Willie Bulloch

Personal information
- Full name: William Bulloch
- Date of birth: 18 February 1883
- Place of birth: Larkhall, Scotland
- Date of death: 10 February 1954 (aged 70)
- Place of death: Govan, Scotland
- Height: 5 ft 9 in (1.75 m)
- Position: Left back

Senior career*
- Years: Team / Apps / (Gls)
- –: Royal Albert
- 1906–1908: Port Glasgow Athletic / 51 / (2)
- 1908–1909: Tottenham Hotspur / 0 / (0)
- 1909–1910: Kilmarnock / 5 / (2)
- 1909–1910: → Royal Albert (loan)
- 1910–1923: Partick Thistle / 386 / (7)
- 1923–1924: Port Glasgow Athletic

International career
- 1911–1914: Scottish League XI / 2 / (0)

= Willie Bulloch =

Scottish footballer

William Bulloch (18 February 1883 – 10 February 1954) was a Scottish footballer who played mainly as a left back.

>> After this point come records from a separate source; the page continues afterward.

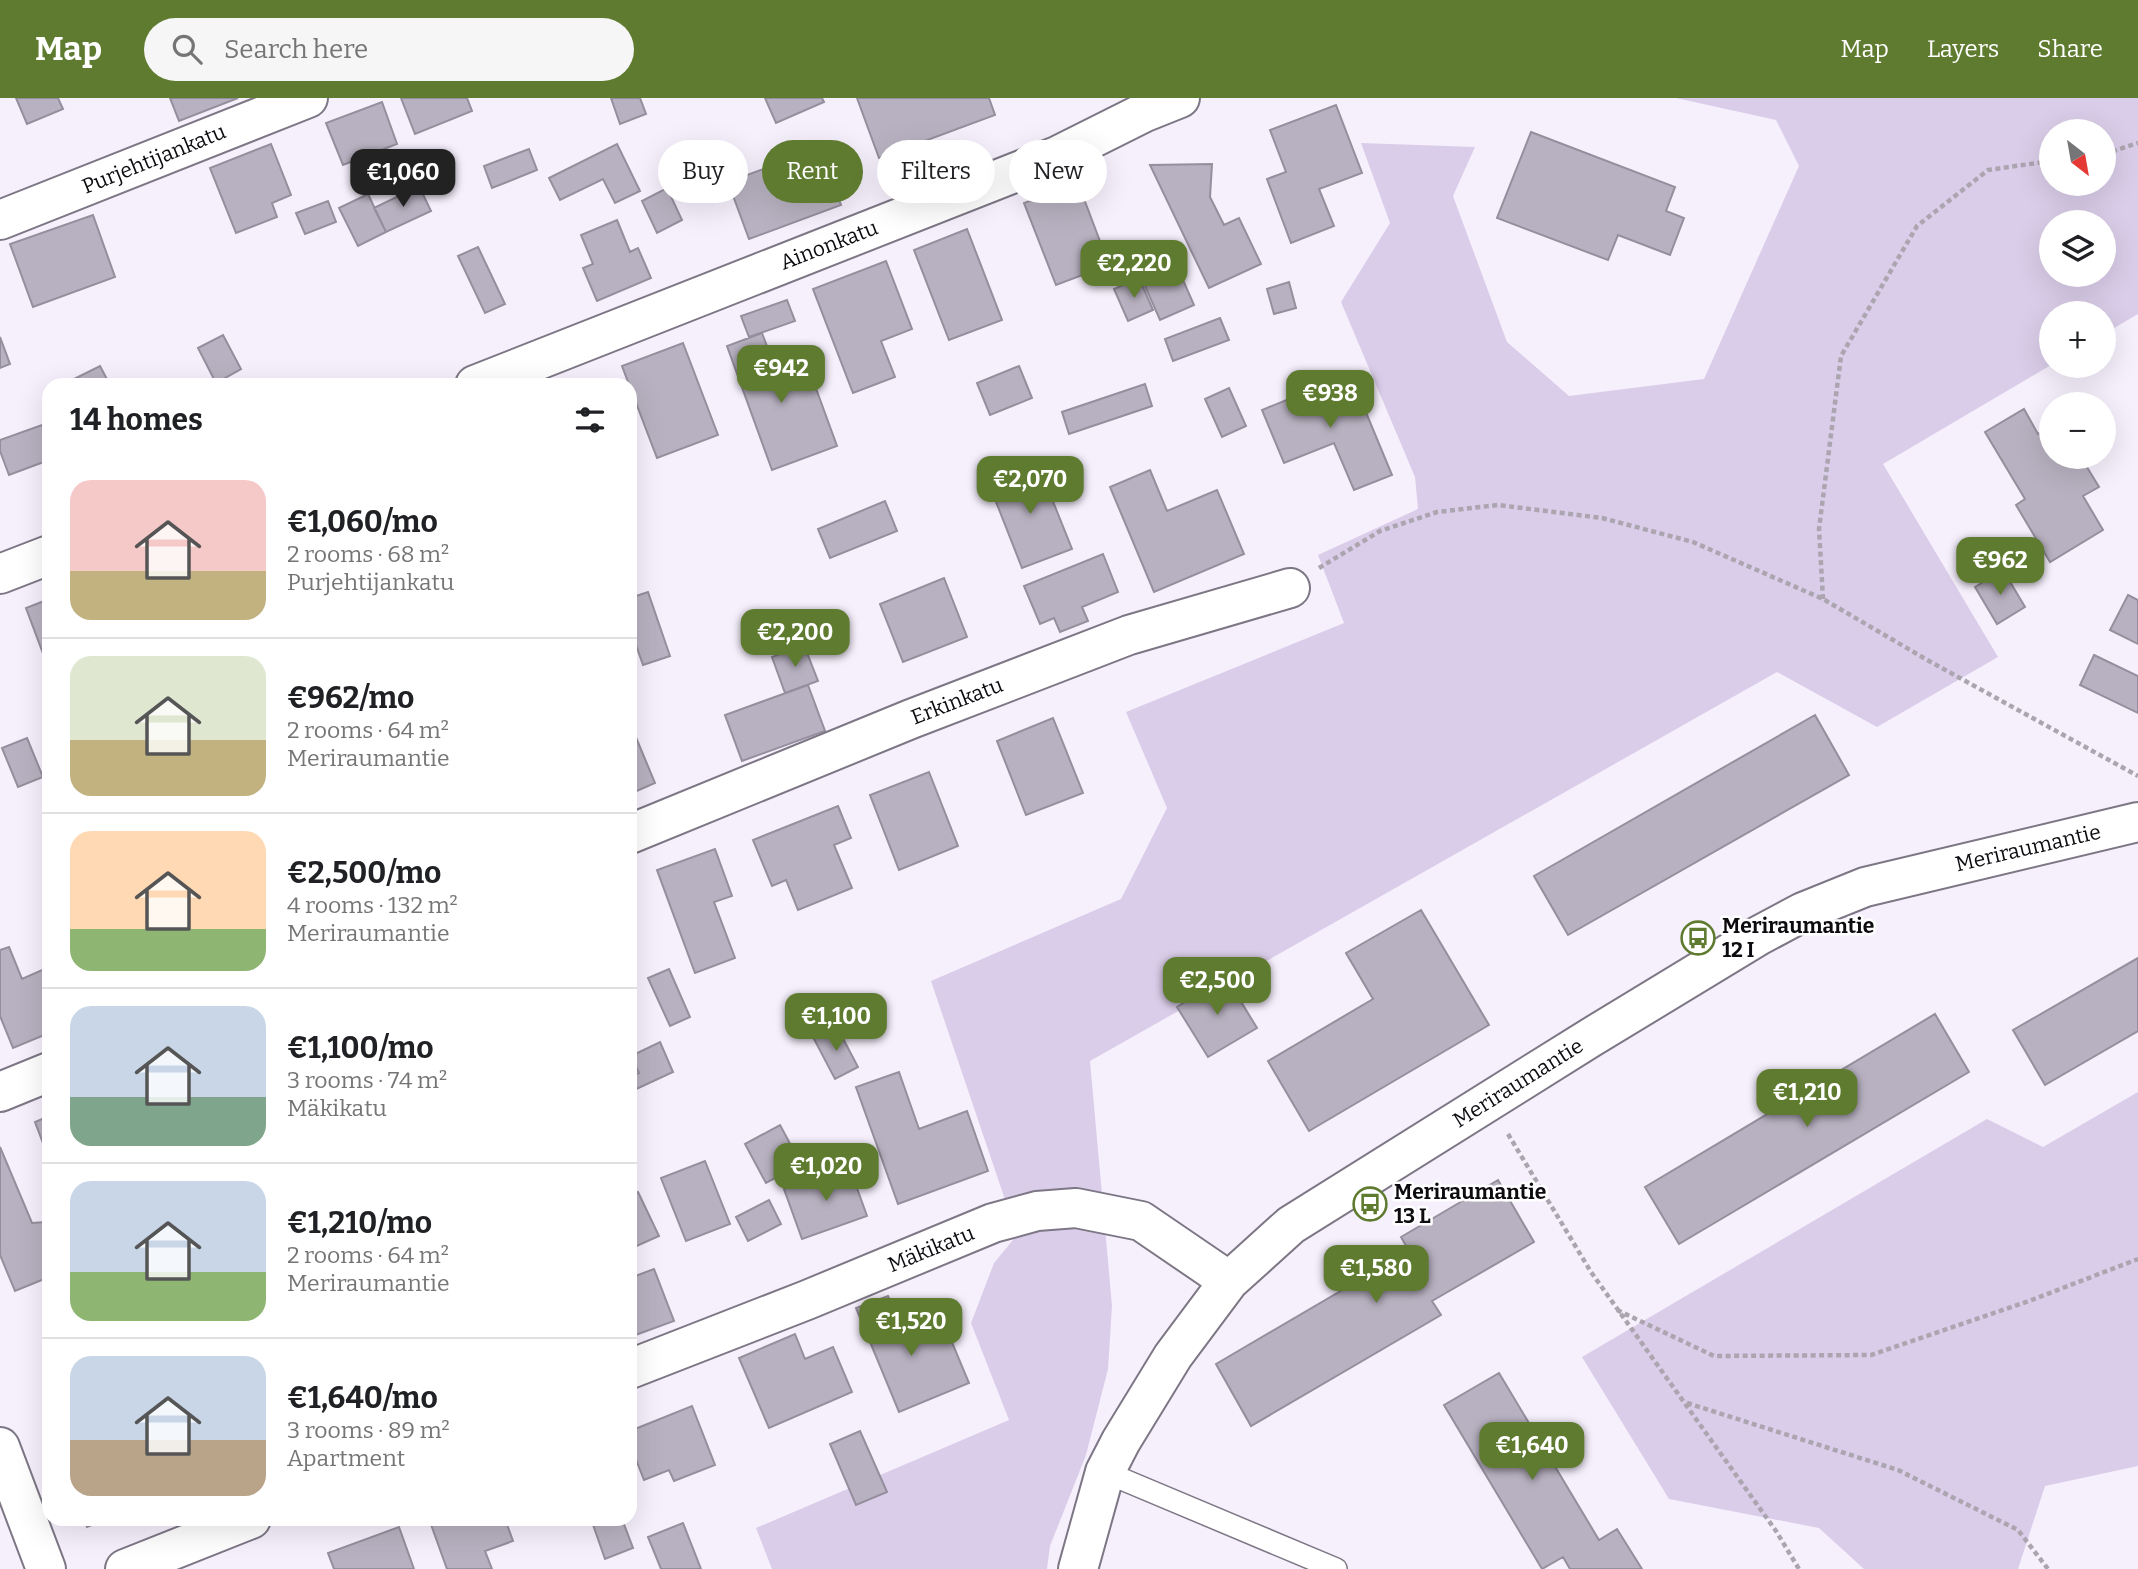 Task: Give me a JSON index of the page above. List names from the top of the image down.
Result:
{
  "streets": {
    "street": [
      "Purjehtijankatu",
      "Ainonkatu",
      "Erkinkatu",
      "Meriraumantie",
      "Mäkikatu"
    ]
  },
  "crossings": [
    ["Meriraumantie", "Mäkikatu"]
  ],
  "places": {
    "bus stop": ["Meriraumantie 12 I", "Meriraumantie 13 L"]
  },
  "north": "bottom right",
  "page": {
    "header": "Map",
    "search": "Search here",
    "nav": ["Map", "Layers", "Share"],
    "map_buttons": ["+", "−"],
    "chip": [
      "Buy",
      "Rent",
      "Filters",
      "New"
    ],
    "price": [
      "€1,060",
      "€2,220",
      "€942",
      "€938",
      "€2,070",
      "€962",
      "€2,200",
      "€2,500",
      "€1,100",
      "€1,210",
      "€1,020",
      "€1,580",
      "€1,520",
      "€1,640"
    ],
    "heading": "14 homes",
    "list": [
      {
        "name": "€1,060/mo",
        "note": "2 rooms · 68 m² · Purjehtijankatu"
      },
      {
        "name": "€962/mo",
        "note": "2 rooms · 64 m² · Meriraumantie"
      },
      {
        "name": "€2,500/mo",
        "note": "4 rooms · 132 m² · Meriraumantie"
      },
      {
        "name": "€1,100/mo",
        "note": "3 rooms · 74 m² · Mäkikatu"
      },
      {
        "name": "€1,210/mo",
        "note": "2 rooms · 64 m² · Meriraumantie"
      },
      {
        "name": "€1,640/mo",
        "note": "3 rooms · 89 m² · Apartment"
      }
    ]
  }
}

Although he began his career with short spells elsewhere including Port Glasgow Athletic, Tottenham Hotspur (signing along with Bobby Steel who established himself in London, while Bulloch did not make it out of their reserve team) and Kilmarnock, Bulloch featured primarily for Glasgow club Partick Thistle where he spent thirteen seasons (all in the top division), making 474 appearances for the Jags in all competitions and scoring 8 goals. He was captain of the Partick team that won the Scottish Cup in 1921 with a 1–0 win over Rangers.

Bulloch was selected twice for the Scottish Football League XI, and in 1921 toured North America with 'Scotland' (organised by Third Lanark).